*To do*
Within these entries, which lines include the string "document"? Copy each one.

*** Entries supplied ***

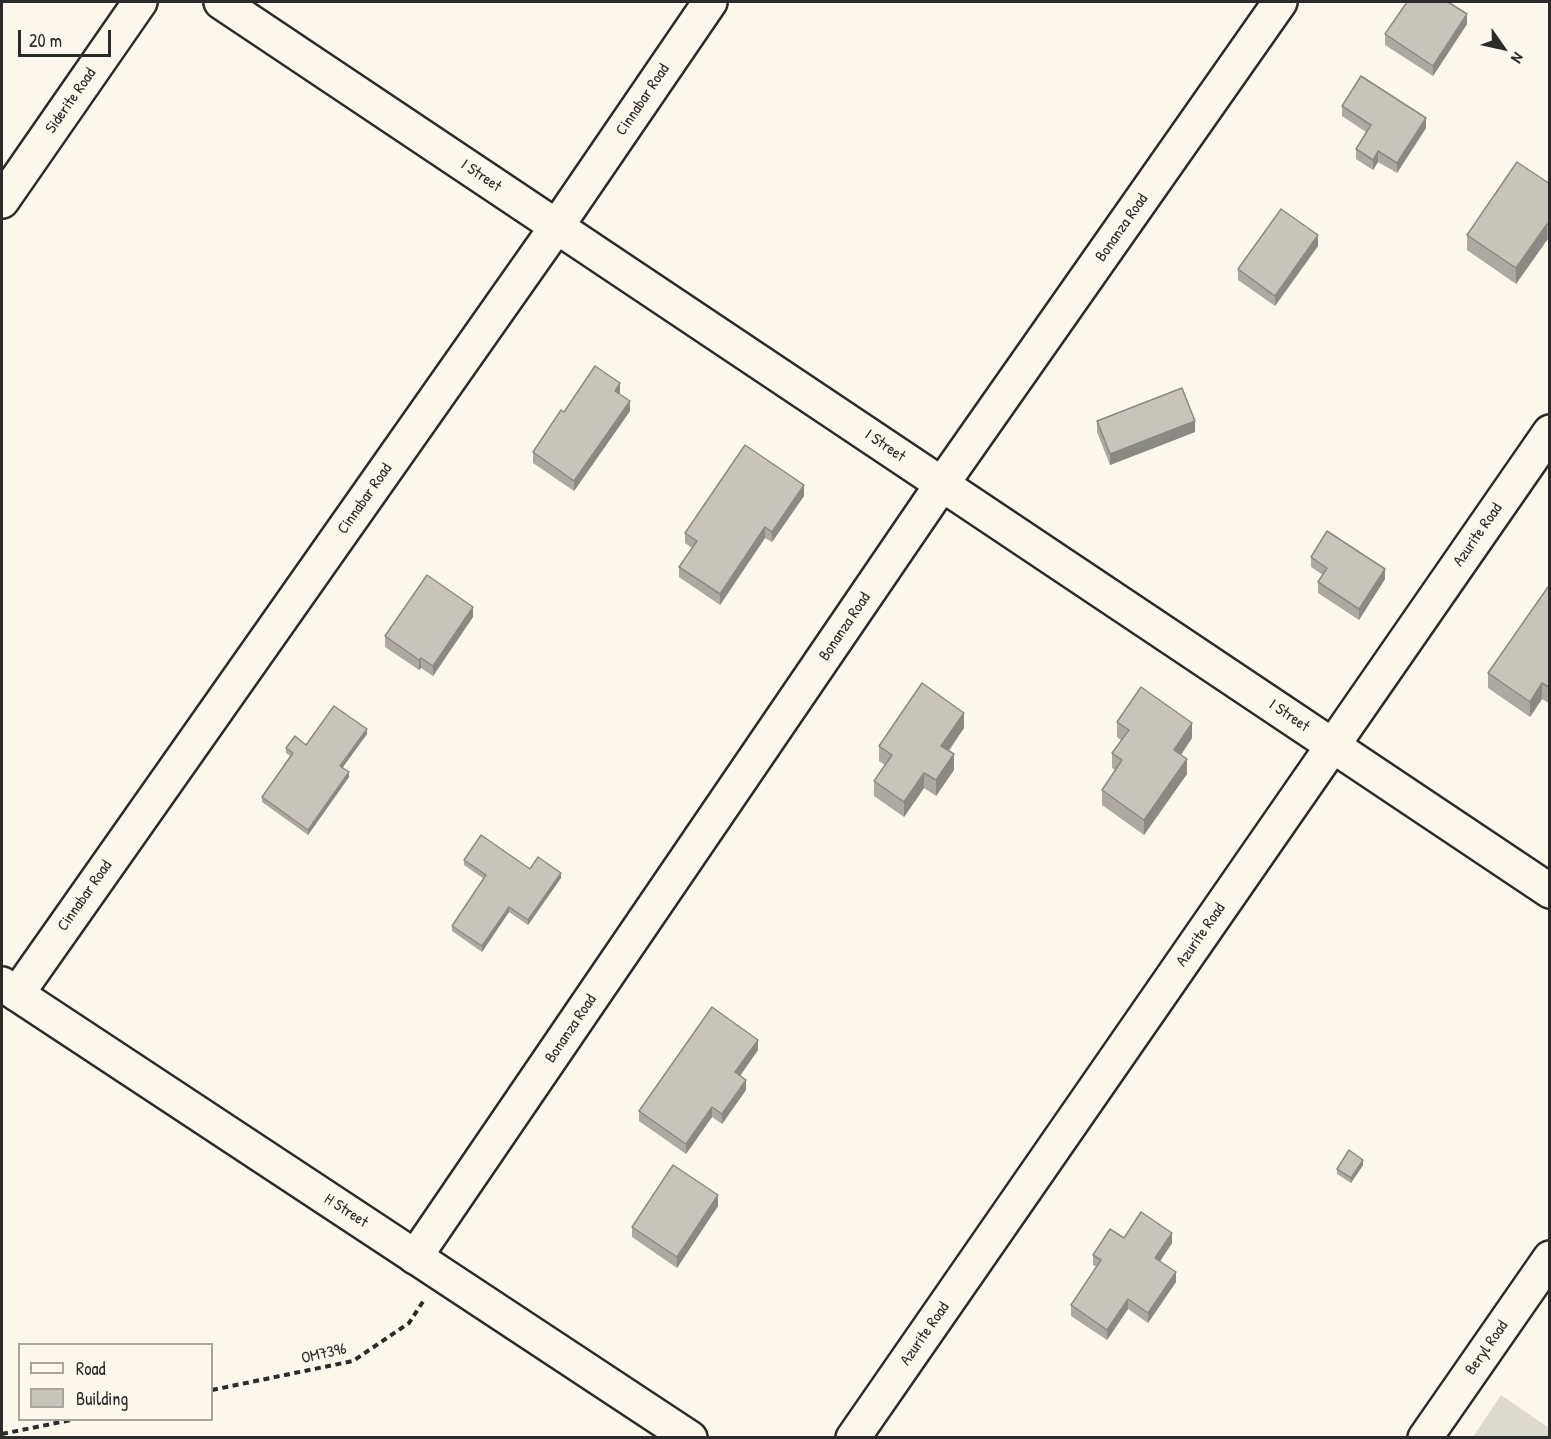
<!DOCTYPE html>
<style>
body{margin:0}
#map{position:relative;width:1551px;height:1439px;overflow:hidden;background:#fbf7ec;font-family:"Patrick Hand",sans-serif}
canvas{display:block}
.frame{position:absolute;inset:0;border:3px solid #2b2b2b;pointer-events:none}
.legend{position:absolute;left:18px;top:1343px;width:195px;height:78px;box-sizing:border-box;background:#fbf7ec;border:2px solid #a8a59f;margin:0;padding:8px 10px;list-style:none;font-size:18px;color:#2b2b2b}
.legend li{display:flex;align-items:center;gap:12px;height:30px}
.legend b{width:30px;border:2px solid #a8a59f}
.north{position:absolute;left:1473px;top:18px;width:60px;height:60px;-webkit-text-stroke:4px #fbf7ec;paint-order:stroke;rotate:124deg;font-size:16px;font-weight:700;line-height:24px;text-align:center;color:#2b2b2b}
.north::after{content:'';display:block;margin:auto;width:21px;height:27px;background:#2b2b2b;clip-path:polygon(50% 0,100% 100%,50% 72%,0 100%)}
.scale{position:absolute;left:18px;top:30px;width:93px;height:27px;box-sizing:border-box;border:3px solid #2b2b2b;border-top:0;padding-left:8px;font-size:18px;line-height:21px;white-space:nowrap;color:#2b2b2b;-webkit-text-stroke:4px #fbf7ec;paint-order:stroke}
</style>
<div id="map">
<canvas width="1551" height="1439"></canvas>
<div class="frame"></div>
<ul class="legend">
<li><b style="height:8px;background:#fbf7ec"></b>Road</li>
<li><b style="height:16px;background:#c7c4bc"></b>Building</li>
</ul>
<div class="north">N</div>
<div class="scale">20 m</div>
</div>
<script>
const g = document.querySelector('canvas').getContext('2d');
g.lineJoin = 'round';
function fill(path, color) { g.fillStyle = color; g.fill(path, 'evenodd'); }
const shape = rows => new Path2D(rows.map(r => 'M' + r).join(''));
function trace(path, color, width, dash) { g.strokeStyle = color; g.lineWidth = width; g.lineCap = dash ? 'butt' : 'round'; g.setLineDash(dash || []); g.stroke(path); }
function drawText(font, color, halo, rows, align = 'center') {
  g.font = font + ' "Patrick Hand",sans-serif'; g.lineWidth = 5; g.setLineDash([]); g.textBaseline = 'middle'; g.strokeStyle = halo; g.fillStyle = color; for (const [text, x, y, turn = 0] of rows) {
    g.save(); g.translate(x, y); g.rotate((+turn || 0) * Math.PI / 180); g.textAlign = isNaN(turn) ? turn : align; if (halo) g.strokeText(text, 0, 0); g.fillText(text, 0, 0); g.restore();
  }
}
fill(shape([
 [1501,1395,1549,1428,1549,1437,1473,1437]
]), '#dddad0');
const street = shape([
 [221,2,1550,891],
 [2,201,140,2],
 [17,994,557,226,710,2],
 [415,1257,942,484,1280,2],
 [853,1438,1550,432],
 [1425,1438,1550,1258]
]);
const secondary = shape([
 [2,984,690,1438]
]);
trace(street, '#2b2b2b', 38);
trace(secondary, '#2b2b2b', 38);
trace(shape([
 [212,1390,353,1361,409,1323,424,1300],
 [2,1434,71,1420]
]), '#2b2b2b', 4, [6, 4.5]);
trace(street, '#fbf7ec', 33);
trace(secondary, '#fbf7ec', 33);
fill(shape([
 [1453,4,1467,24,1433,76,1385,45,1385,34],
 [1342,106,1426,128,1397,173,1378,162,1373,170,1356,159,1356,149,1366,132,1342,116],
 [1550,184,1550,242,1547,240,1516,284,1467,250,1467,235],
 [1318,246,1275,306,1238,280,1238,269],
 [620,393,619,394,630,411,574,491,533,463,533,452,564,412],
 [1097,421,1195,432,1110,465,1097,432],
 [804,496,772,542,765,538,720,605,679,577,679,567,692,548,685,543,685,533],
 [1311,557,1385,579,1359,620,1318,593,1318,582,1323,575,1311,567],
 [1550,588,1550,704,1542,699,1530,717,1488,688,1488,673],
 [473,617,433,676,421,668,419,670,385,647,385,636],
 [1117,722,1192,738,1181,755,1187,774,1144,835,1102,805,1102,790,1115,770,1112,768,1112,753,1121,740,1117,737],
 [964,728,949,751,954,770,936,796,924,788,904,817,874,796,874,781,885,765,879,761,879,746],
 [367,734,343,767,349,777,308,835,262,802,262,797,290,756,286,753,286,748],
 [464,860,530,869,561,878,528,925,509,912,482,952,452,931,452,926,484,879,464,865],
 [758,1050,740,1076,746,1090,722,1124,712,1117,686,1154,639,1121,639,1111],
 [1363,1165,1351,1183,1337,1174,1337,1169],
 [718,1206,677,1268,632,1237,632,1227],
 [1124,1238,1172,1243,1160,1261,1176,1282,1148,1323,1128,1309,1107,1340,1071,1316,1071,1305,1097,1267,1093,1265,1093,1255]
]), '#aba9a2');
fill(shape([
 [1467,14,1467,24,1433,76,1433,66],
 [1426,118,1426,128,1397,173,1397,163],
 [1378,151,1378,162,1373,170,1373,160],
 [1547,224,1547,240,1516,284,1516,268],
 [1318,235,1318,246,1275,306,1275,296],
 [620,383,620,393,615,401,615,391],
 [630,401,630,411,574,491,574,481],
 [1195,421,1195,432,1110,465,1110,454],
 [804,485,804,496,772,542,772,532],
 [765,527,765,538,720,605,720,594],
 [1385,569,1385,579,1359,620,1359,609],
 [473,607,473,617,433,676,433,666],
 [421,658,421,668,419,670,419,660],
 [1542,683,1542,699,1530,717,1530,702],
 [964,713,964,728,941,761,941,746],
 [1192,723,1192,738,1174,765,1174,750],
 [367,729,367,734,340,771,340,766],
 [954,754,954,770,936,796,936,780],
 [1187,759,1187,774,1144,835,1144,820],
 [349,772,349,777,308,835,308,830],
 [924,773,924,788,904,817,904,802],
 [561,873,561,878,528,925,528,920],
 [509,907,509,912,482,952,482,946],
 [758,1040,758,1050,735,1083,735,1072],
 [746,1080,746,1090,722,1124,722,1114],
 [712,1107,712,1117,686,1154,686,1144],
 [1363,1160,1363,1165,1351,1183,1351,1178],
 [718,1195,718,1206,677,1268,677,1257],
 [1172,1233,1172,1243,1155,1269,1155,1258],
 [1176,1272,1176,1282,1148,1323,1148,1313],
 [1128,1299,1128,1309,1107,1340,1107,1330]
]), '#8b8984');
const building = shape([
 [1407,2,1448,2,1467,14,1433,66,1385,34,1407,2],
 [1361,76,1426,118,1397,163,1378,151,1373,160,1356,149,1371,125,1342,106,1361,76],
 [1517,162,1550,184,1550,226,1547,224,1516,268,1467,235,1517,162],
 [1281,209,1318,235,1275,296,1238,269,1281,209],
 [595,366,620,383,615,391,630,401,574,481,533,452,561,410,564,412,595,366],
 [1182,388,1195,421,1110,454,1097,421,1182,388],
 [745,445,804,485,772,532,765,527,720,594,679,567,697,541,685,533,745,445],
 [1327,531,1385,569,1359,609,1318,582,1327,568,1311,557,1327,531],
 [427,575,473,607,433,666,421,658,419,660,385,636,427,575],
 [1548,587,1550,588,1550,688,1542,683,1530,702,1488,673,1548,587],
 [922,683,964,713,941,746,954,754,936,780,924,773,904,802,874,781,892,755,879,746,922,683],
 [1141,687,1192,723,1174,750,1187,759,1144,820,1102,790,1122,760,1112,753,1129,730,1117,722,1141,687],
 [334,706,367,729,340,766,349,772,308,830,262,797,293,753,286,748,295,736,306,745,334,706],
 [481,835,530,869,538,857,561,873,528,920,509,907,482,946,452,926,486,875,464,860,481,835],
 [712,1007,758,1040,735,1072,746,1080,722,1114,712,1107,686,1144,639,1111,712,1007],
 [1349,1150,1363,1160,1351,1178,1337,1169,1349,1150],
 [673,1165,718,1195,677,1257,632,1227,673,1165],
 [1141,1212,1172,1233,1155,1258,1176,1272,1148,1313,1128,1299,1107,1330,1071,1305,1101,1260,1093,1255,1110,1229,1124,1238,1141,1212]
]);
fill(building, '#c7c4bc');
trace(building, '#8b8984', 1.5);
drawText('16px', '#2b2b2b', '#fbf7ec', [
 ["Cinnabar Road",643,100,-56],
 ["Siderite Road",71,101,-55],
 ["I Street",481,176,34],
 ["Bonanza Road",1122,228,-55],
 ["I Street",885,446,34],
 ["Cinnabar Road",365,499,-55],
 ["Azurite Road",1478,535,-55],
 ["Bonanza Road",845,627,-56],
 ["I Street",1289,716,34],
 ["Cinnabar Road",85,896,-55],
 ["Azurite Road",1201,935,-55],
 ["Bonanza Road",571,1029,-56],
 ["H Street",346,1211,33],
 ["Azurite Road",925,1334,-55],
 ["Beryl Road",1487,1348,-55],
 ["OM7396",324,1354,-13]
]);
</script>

*** End of Entries supplied ***
*** Entries supplied ***

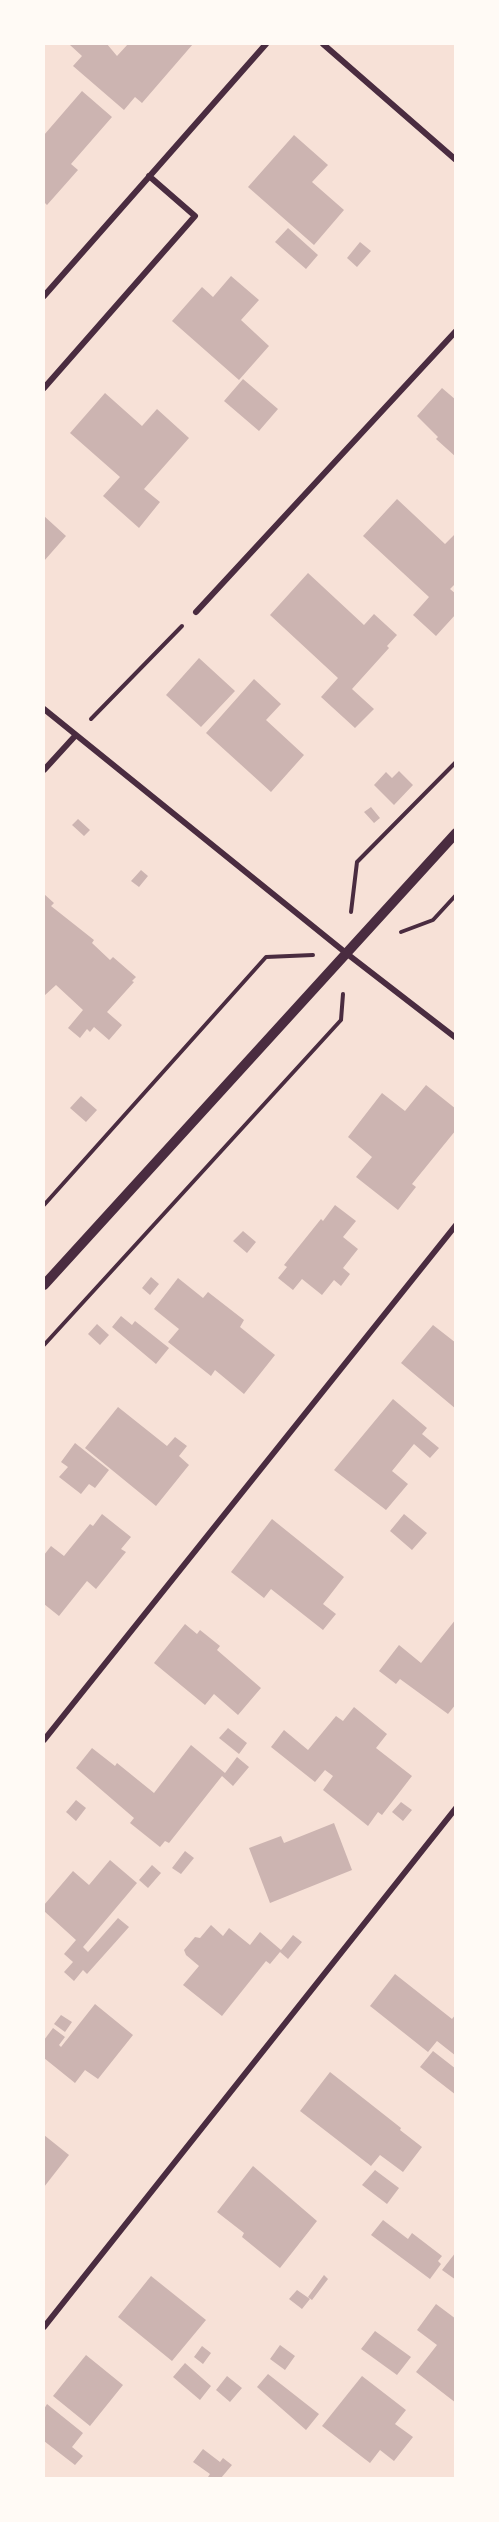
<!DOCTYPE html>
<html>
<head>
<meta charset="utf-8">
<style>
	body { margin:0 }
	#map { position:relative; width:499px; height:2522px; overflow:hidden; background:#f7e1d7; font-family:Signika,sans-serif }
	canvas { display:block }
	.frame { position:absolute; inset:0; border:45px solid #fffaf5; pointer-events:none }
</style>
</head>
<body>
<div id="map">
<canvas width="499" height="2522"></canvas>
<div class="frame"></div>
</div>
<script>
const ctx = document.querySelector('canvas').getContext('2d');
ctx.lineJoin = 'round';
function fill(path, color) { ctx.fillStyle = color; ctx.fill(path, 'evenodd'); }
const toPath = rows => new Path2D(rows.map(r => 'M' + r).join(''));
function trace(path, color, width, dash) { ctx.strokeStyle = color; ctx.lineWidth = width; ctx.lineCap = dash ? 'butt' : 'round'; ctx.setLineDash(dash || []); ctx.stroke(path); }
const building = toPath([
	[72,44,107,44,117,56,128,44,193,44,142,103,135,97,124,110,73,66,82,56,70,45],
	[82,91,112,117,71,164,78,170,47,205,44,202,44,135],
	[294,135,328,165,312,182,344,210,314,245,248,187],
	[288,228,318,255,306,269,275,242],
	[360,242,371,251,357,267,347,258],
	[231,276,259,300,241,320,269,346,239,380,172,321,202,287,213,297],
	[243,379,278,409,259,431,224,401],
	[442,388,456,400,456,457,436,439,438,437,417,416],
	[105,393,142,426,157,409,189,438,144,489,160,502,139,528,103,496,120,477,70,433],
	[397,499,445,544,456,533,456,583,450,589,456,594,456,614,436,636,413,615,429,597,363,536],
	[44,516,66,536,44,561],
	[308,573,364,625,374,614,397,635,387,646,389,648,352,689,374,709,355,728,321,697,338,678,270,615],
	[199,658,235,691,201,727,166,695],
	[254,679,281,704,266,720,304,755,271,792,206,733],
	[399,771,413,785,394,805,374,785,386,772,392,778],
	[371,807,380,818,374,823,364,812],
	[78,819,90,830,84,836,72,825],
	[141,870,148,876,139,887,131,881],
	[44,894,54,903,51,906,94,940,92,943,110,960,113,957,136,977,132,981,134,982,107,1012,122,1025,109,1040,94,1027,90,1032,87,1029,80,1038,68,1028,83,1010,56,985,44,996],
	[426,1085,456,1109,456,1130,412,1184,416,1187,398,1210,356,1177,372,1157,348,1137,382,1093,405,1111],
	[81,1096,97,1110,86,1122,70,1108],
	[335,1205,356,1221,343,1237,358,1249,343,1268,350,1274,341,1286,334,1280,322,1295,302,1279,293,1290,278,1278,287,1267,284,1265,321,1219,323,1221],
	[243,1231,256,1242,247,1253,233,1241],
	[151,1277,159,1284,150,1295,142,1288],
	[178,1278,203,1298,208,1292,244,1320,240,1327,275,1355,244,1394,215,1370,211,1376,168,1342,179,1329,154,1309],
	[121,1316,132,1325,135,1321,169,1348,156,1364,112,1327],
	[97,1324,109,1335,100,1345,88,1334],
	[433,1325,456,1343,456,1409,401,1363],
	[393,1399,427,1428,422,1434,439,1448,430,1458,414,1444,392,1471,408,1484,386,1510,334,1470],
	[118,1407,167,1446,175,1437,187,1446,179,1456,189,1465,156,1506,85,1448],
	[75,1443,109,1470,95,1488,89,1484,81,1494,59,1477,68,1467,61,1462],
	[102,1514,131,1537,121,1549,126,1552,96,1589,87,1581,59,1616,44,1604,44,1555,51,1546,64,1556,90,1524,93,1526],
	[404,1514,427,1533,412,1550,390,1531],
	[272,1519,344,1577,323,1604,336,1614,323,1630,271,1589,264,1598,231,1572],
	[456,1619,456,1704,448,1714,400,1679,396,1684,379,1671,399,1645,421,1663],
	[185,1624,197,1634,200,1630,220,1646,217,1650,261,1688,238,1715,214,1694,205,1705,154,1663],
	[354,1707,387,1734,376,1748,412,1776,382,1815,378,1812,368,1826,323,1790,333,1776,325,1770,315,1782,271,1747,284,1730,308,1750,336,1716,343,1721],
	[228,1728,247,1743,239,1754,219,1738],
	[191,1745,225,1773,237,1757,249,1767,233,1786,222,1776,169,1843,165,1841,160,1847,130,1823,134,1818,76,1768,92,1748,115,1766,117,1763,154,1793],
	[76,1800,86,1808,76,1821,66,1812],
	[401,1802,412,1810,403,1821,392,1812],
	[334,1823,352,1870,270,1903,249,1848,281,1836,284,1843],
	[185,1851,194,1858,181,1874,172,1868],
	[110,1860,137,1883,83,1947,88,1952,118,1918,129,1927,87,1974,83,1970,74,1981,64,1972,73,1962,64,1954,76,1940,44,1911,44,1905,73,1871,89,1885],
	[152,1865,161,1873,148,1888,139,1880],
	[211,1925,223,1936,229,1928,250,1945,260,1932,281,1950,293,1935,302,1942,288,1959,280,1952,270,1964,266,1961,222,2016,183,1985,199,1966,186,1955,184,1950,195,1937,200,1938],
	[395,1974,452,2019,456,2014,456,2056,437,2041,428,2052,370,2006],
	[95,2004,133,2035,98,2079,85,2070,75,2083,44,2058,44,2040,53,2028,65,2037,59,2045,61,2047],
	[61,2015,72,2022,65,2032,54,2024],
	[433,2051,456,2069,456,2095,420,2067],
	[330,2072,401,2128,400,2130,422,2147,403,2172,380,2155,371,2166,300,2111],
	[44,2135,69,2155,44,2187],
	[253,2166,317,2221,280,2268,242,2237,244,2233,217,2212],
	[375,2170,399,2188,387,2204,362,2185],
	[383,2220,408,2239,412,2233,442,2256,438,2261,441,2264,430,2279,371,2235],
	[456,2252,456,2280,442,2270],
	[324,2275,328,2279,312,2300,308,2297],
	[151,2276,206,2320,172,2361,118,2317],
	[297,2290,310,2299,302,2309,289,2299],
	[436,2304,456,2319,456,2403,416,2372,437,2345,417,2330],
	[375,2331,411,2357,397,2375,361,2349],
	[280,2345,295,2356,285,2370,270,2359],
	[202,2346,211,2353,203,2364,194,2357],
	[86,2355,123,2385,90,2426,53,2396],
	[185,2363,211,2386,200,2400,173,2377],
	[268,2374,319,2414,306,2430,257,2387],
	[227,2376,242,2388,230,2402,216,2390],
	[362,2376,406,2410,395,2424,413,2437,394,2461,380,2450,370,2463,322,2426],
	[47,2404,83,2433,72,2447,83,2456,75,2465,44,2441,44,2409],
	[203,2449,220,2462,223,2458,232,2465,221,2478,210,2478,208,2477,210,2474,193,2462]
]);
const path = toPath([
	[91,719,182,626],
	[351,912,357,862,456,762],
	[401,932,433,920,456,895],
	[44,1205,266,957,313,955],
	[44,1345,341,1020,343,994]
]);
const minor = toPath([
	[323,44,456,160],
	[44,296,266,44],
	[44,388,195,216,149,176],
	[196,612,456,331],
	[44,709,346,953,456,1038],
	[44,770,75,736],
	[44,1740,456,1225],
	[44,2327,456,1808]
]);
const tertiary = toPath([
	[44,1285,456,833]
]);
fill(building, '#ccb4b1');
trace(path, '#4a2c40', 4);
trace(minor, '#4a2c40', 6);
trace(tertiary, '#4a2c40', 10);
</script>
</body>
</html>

*** End of Entries supplied ***

*Written solution*
const g = document.querySelector('canvas').getContext('2d');
const ctx = document.querySelector('canvas').getContext('2d');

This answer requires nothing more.